# Symbol Search & Explorer Implementation Plan
## Overview
The Symbol Search & Explorer is a powerful symbol search tool that provides advanced filtering, pattern matching, and bulk symbol information retrieval across the entire codebase. It builds upon the existing `get_symbols` tool to provide sophisticated search capabilities that AI agents need to effectively explore and understand large C++ codebases.
**Built on `get_symbols` Foundation:**
This tool extends the proven `get_symbols` infrastructure, leveraging the same clangd LSP integration, build directory management, and workspace/document symbol capabilities. The key difference is that `get_symbols` returns all symbols (with optional file filtering), while `search_symbols` adds query-based filtering and enhanced result organization.

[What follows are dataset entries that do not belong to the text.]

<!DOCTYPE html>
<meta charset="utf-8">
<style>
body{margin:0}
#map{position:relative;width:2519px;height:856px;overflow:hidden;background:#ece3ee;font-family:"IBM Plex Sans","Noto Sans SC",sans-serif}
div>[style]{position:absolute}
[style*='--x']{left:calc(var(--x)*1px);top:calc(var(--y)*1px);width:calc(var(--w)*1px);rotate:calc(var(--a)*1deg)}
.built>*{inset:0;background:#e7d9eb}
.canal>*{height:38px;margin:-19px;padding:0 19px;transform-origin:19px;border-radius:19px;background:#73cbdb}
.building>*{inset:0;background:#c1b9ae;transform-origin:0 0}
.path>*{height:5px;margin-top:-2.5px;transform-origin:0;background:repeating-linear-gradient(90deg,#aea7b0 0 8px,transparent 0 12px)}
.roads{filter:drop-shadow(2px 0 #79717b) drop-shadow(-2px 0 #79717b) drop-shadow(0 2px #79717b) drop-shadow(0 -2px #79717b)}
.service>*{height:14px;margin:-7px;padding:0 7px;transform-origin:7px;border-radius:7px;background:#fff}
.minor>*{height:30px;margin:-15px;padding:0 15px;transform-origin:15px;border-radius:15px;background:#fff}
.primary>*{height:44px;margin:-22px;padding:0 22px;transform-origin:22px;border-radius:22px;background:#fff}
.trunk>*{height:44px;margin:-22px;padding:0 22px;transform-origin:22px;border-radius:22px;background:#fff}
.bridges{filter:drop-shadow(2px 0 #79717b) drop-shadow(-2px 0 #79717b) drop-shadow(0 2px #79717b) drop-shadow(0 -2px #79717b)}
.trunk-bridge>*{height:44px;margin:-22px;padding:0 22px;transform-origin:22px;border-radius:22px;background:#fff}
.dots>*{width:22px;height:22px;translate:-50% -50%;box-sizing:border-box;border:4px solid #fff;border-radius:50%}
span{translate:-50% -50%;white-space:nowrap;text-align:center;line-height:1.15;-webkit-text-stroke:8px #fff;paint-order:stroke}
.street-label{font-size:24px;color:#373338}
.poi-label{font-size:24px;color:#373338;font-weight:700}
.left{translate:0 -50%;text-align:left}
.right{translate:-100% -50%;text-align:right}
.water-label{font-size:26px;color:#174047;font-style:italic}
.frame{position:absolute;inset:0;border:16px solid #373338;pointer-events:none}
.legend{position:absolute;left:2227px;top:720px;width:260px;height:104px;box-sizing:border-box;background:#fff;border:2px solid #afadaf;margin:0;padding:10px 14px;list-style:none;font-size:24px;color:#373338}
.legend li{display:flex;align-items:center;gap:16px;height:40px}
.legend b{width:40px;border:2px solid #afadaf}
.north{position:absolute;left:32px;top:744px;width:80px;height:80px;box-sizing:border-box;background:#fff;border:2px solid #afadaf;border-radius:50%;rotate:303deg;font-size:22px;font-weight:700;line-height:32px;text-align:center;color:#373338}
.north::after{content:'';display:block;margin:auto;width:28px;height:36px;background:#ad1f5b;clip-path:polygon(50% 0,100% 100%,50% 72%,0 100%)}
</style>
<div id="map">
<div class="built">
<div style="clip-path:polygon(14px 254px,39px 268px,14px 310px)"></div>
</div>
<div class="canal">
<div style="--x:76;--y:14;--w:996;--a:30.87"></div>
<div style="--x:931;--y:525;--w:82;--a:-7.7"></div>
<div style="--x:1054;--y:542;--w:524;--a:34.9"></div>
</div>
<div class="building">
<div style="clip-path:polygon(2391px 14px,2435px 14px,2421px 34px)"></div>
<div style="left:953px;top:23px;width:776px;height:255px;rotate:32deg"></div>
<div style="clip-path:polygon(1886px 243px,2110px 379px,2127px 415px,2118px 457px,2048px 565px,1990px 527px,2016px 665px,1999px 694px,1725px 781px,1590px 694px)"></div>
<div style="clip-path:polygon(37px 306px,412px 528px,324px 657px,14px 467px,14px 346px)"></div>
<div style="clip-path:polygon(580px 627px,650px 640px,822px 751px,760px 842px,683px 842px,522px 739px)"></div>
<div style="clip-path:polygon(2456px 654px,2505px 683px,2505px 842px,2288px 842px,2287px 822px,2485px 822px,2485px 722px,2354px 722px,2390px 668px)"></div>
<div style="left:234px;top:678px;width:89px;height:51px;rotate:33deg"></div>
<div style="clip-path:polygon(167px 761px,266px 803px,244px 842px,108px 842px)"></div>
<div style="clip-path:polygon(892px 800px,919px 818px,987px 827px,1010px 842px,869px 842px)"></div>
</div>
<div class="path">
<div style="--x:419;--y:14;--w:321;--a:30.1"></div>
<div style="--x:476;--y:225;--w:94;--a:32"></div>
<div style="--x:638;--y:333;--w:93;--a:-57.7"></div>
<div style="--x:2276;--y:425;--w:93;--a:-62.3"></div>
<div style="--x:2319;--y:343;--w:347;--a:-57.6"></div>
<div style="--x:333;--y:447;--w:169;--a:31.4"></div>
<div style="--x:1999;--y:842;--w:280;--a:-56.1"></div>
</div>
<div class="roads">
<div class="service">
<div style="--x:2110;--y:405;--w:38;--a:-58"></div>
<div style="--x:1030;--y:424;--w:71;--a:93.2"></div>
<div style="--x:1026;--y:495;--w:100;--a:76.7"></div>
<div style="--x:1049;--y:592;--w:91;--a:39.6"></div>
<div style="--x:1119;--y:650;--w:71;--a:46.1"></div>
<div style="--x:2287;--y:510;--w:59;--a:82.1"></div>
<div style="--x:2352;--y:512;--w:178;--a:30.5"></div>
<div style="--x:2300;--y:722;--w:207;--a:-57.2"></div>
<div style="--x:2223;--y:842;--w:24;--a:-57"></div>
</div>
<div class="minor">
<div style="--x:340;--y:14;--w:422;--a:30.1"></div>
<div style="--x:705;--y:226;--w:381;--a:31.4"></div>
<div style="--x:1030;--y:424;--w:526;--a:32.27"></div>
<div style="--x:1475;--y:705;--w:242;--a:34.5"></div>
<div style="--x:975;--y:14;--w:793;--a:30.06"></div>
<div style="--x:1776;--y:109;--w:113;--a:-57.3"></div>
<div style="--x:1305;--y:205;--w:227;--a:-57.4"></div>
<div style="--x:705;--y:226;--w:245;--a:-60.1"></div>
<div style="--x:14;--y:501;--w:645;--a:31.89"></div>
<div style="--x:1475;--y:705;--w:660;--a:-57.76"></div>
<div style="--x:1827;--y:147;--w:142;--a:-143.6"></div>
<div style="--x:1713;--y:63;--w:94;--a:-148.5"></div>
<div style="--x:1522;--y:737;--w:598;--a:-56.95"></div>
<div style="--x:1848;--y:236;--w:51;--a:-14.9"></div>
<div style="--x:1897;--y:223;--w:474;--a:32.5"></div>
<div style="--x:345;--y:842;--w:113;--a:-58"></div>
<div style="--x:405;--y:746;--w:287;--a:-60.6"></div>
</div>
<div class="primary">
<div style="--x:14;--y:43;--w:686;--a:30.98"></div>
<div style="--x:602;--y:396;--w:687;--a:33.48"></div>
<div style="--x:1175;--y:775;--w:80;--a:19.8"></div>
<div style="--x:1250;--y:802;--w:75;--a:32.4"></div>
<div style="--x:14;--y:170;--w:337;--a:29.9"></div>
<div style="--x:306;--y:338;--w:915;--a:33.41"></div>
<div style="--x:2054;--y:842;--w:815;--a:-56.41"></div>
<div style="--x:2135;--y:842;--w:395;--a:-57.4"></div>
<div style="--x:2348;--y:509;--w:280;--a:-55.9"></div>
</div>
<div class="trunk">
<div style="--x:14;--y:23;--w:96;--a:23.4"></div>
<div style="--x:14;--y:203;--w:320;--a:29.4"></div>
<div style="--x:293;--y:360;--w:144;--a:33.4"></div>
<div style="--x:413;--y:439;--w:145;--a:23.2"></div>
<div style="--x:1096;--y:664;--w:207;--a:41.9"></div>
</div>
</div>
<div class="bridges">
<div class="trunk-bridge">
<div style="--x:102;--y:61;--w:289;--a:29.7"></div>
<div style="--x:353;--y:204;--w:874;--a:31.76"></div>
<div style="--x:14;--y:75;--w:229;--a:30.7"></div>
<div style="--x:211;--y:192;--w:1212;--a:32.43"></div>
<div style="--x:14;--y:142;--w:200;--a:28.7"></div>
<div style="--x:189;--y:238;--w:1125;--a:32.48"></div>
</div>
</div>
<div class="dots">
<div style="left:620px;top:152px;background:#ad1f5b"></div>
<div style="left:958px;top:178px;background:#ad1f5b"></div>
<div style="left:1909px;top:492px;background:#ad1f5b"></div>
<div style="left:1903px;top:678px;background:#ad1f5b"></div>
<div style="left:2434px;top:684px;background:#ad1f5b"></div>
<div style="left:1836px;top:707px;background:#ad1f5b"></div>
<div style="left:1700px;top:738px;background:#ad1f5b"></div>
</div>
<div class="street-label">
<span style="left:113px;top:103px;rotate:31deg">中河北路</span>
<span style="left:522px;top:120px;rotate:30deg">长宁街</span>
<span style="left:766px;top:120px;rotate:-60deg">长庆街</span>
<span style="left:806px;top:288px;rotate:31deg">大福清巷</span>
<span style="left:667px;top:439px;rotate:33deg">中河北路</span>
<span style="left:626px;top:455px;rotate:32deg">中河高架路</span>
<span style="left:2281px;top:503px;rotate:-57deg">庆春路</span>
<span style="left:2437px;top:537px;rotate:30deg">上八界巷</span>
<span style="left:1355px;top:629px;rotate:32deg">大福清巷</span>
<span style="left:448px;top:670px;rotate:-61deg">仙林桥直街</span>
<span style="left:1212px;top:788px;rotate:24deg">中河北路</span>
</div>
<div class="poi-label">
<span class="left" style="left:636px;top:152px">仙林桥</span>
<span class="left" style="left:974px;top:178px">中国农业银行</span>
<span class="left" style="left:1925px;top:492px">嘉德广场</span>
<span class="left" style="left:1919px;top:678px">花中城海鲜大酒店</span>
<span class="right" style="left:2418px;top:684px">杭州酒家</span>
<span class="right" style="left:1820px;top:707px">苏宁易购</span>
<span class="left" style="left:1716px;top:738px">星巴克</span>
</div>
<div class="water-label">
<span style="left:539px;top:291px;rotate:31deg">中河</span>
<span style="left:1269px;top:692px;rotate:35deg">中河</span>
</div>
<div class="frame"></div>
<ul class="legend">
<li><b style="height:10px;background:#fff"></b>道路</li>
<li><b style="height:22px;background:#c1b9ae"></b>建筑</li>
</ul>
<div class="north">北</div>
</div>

**Workspace Scope and Limitations:**
- **Workspace Boundary**: Symbol search is limited to the current CMake project workspace
- **Build Directory Requirement**: Requires a valid CMake build directory with `compile_commands.json`
- **Root Criteria**: Workspace root is determined by the CMake project structure and the configured build directory
- **File Scope**: Only C++ files that are part of the CMake compilation database are indexed and searchable
- **Cross-Project**: Does not search across multiple unrelated projects or system headers outside the project
## Workspace Scope and Search Boundaries
### CMake Project Workspace Definition
The symbol search operates within the boundaries of a CMake project workspace, determined by:
1. **Build Directory Root**: The CMake build directory containing `compile_commands.json`
2. **Source Tree**: All source files referenced in the compilation database
3. **Project Headers**: Headers included by project files (both local and system)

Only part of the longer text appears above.